During the past several decades, corn and soybean producers have switched increasingly to narrow rows — less than 30 inches wide. This change resulted from the perception that narrow rows will produce greater yields because of increased light interception and reduced competition among individual plants due to more equidistant spacing.

Recent articles in Crop Management and Agronomy Journal present summaries and results on how row spacing affects yield and other factors in corn and soybean management systems. The reports are authored by Kevin Bradley of the University of Missouri, Chad Lee of the University of Kentucky, and USDA-ARS researchers Gary Lehrsch and colleagues in Idaho. Key components of their findings and conclusions as related to corn and soybean production in the southern United States follow.

Yield

Soybean varieties planted early (before about April 20) and late (after about May 25) produce higher yields when grown in narrow rows. Yield increases from narrow rows are greater under irrigated conditions. Full-season varieties (> Maturity Group 4) planted in May generally do not produce increased yields when grown in narrow rows.

Full-season (generally 118 to 120 days relative maturity) corn hybrids grown in rows less than 30 inches wide do not yield more than hybrids grown in rows that are 30 inches wide.

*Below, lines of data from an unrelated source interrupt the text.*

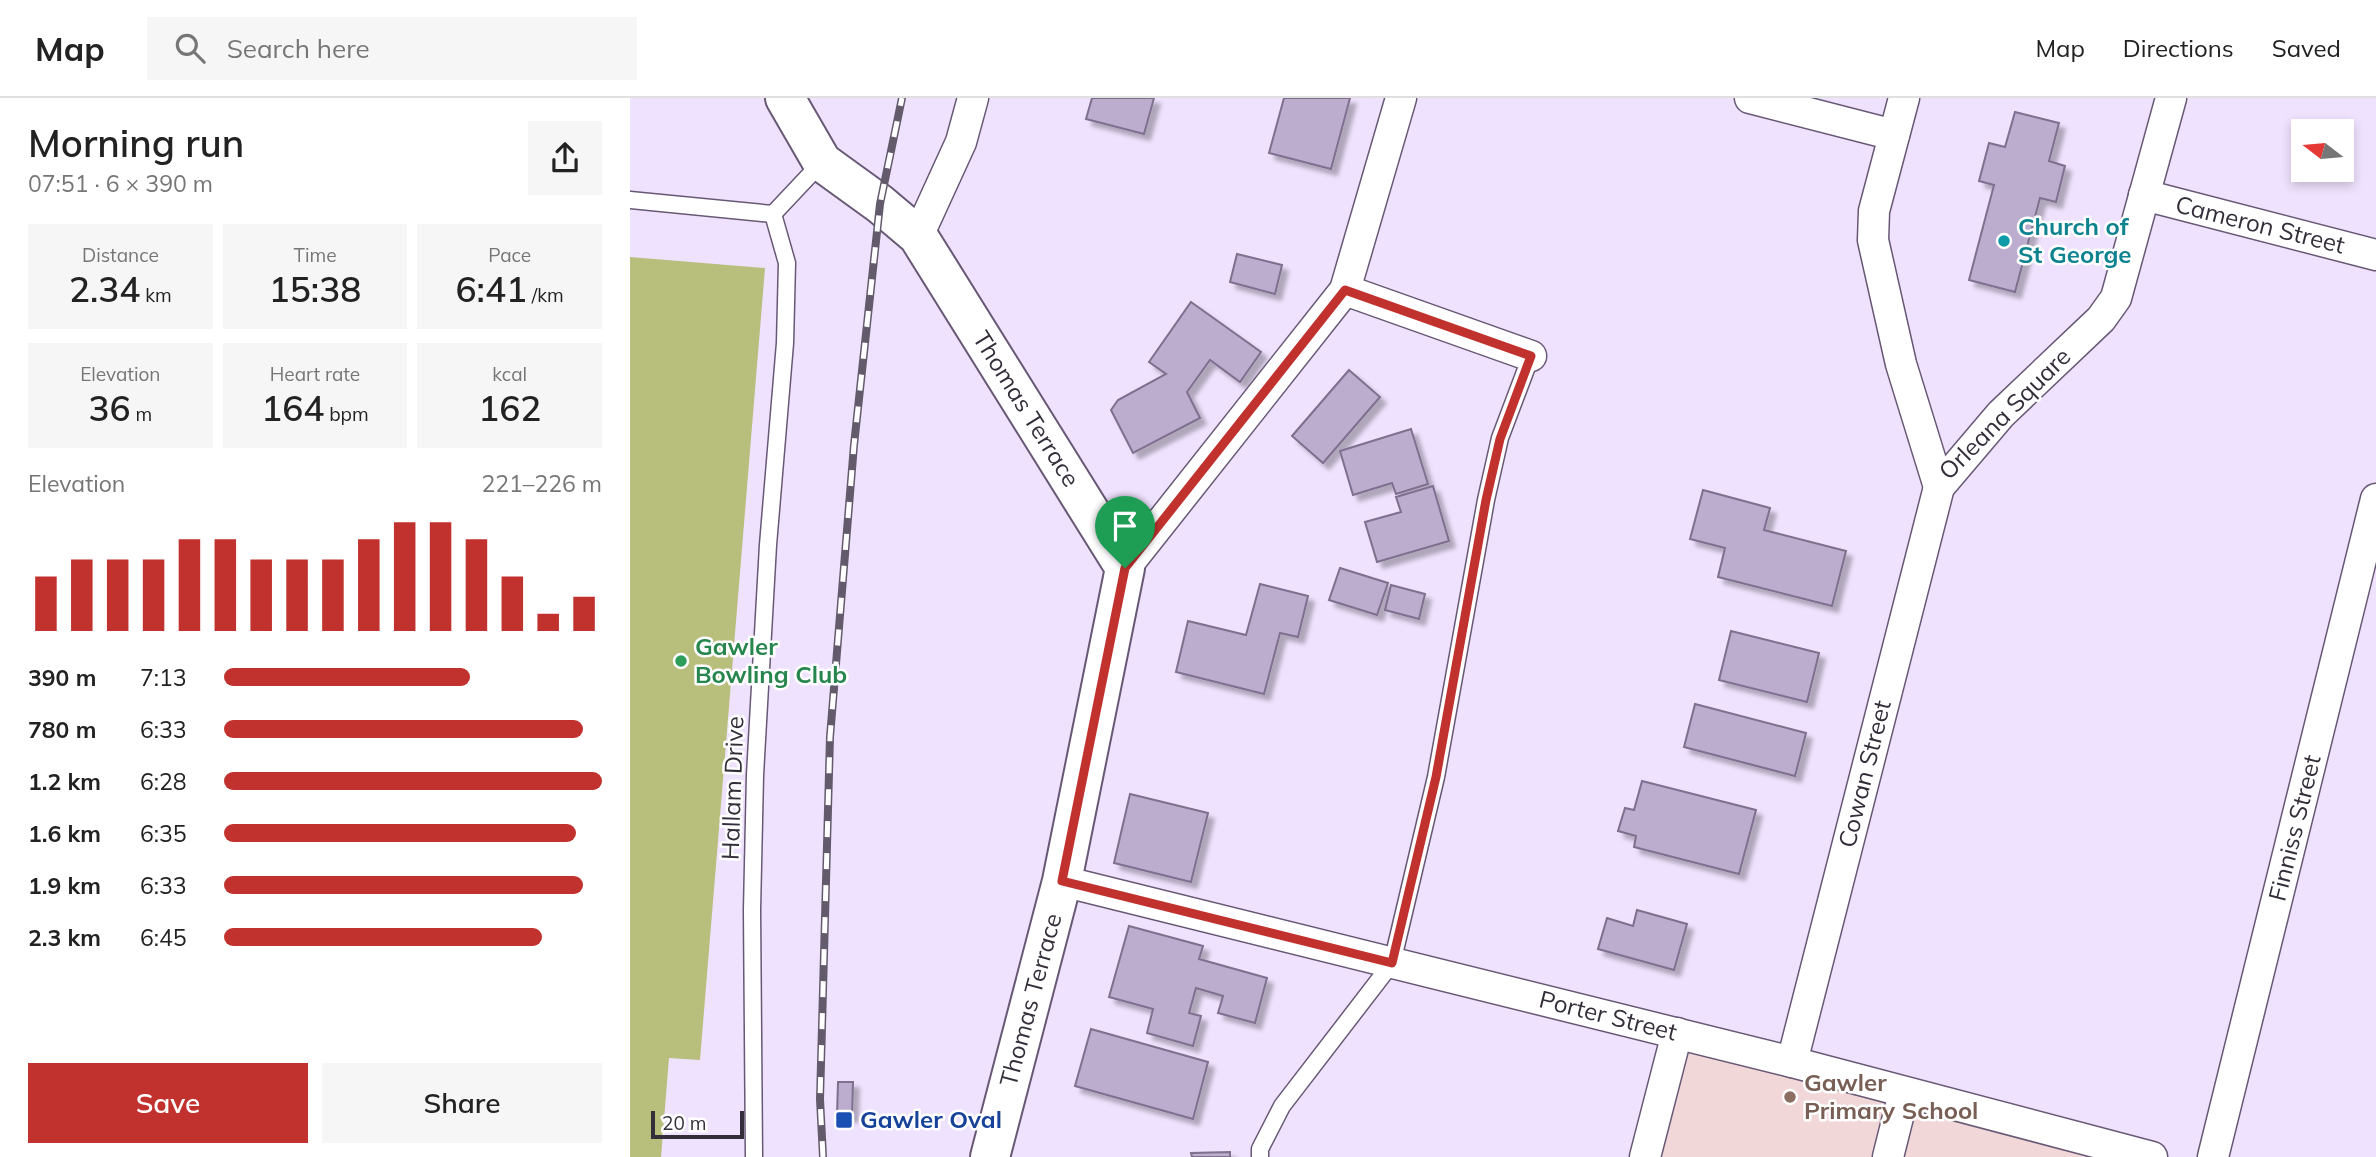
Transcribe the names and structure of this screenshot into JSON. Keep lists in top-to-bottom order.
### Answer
{
  "streets": {
    "street": [
      "Cameron Street",
      "Thomas Terrace",
      "Orleana Square",
      "Cowan Street",
      "Finniss Street",
      "Porter Street"
    ],
    "lane": ["Hallam Drive"]
  },
  "crossings": [
    ["Cameron Street", "Orleana Square"],
    ["Thomas Terrace", "Porter Street"],
    ["Orleana Square", "Cowan Street"],
    ["Cowan Street", "Porter Street"]
  ],
  "places": {
    "other": ["Church of St George", "Gawler Bowling Club", "Gawler Primary School"],
    "transit": ["Gawler Oval"]
  },
  "scale_bar": "20 m",
  "north": "left",
  "page": {
    "header": "Map",
    "search": "Search here",
    "nav": ["Map", "Directions", "Saved"],
    "heading": ["Morning run", "07:51 · 6 × 390 m"],
    "stats": [
      ["Distance", "2.34 km"],
      ["Time", "15:38"],
      ["Pace", "6:41 /km"],
      ["Elevation", "36 m"],
      ["Heart rate", "164 bpm"],
      ["kcal", "162"]
    ],
    "chart": ["Elevation", "221–226 m"],
    "list": [
      {
        "name": "390 m",
        "note": "7:13"
      },
      {
        "name": "780 m",
        "note": "6:33"
      },
      {
        "name": "1.2 km",
        "note": "6:28"
      },
      {
        "name": "1.6 km",
        "note": "6:35"
      },
      {
        "name": "1.9 km",
        "note": "6:33"
      },
      {
        "name": "2.3 km",
        "note": "6:45"
      }
    ],
    "buttons": ["Save", "Share"],
    "scale": "20 m"
  }
}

When short-season or short-statured hybrids are used, rows less than 30 inches wide may result in increased yields because of greater early-season light interception and quicker canopy closure.

Today's Southern production systems for both soybeans and corn have increasingly included earlier planting and earlier maturing varieties/hybrids. Thus, a yield advantage for both crops should be achieved from narrow rows in these systems.

Weed management

In soybeans, narrow row spacings reduce the amount of light that reaches the soil surface and the amount of time to full canopy closure. As a result, late-season weed emergence and/or resurgence are reduced, resulting in greater late-season weed control in narrow-row systems. This is especially important in early plantings of early-maturing varieties that are short-statured and have little branching, and where weed management is based solely on glyphosate which has no residual activity to prevent late-season weed germination.

Row spacing has a marked impact on the critical period of weed management in soybeans. Generally, the critical time of weed removal occurs earlier in wide-row soybeans than in narrow-row soybeans.

Thus, soybeans grown in wide rows will require weed control measures earlier in the season than those grown in narrow rows. This is important in a glyphosate weed management system where early-season weed control measures may be delayed because of weather and time constraints.

Available research indicates that weed management in corn is not enhanced by rows less than 30 inches wide. Wide and narrow rows provide similar late-season weed control in a majority of cases, and the critical period of weed removal in wide-row corn is no earlier than in narrow-row corn.

Where newer systems of early planting of short-season hybrids that may be short-statured are used, rows less than 30 inches wide should be advantageous.

Nitrogen management in corn

Lehrsch and co-authors found that soil-applied nitrogen was used more efficiently when it was banded on one side of a row and irrigation water was always applied to the furrow on the opposite side of the row. Irrigating the same non-fertilized furrow also minimized end-of-season nitrogen in the soil profile, which should reduce nitrate leaching in the off-season.

When nitrogen had been broadcast-applied, alternating-furrow irrigation appeared to leach residual nitrogen from the corn root zone. They concluded that surface-applied nitrogen fertilizer should be placed separate from surface-applied irrigation water to improve nitrogen management under furrow irrigation and to protect groundwater quality. This procedure worked better in 30-inch than in 20-inch-wide rows, indicating that the distance of the irrigated furrow from the fertilized, nonirrigated furrow is important.

Thus, if there is no yield or weed management advantage for using narrow rows, a 30-inch row spacing should be used so that nitrogen fertilizer and furrow irrigation can be applied in alternating furrows to enhance nitrogen fertilizer management in corn.